Today, Dec. 7, marks the release of “Lego Fortnite,” a collaboration between the popular Danish toy brand and Epic Games. The launch is one of Epic’s most ambitious brand partnerships yet — and it showcases Lego’s skillful use of video games to market both its core products and its homegrown intellectual properties.

The crux of the long-term partnership between Lego and Epic Games is an expansive open-world game built inside Epic’s Unreal Engine. The game worlds of “Lego Fortnite” are 20 times the size of the digital environment of “Fortnite: Battle Royale” — and users are able to populate them with numerous structures made of virtual Lego bricks, making the experience a showcase of the Lego brand.

“We’ve recreated roughly 10,000 Lego bricks into this digital form pretty well,” “Lego Fortnite” creative director Eric Williamson told reporters during a Dec. 4 demo event for the game. “But we actually take that even a little bit of a step further in ‘Lego Fortnite’ — so anything that you see in the game, or in the trailers, is stuff that you can recreate in the real world with Lego bricks.”

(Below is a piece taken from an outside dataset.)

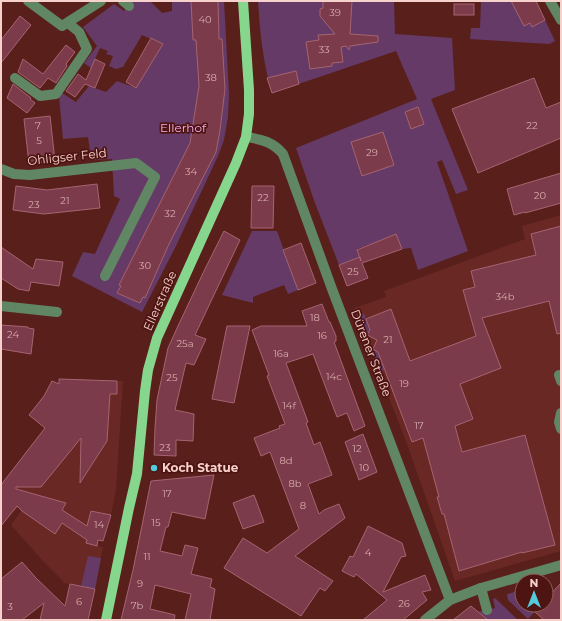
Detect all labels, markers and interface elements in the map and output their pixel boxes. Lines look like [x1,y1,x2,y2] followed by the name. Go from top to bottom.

Lego has been integrating its products and IP into video games for much longer than many other non-endemic brands. The company released its first premium video game, “Lego Island,” in 1997, and has since sold tens of millions of copies of titles such as “Lego Star Wars” and “Lego Indiana Jones.” With this wealth of gaming experience — and a suite of games that are inherently tied to the brand — Lego understands that high-quality gameplay is the most useful way to keep customers engaged and spending.

“First and foremost, we are product driven, not marketing driven,” said Remi Marcelli, svp of gaming and metaverse experiences at the Lego Group. “We love marketing, of course, and we do our best to make the Lego brand more relevant to more people everyday, but delivering a great game has been, and will remain, our No. 1 priority.”

Although Lego already has its own pre-existing gaming department, the brand’s decision to partner with Epic Games to build its metaverse platform allows it to plug into the hundreds of millions of gamers already active inside “Fortnite” and other Epic titles. Users are able to link their Epic Games accounts to their Lego Insiders IDs, making the integration of the two companies’ online communities relatively simple.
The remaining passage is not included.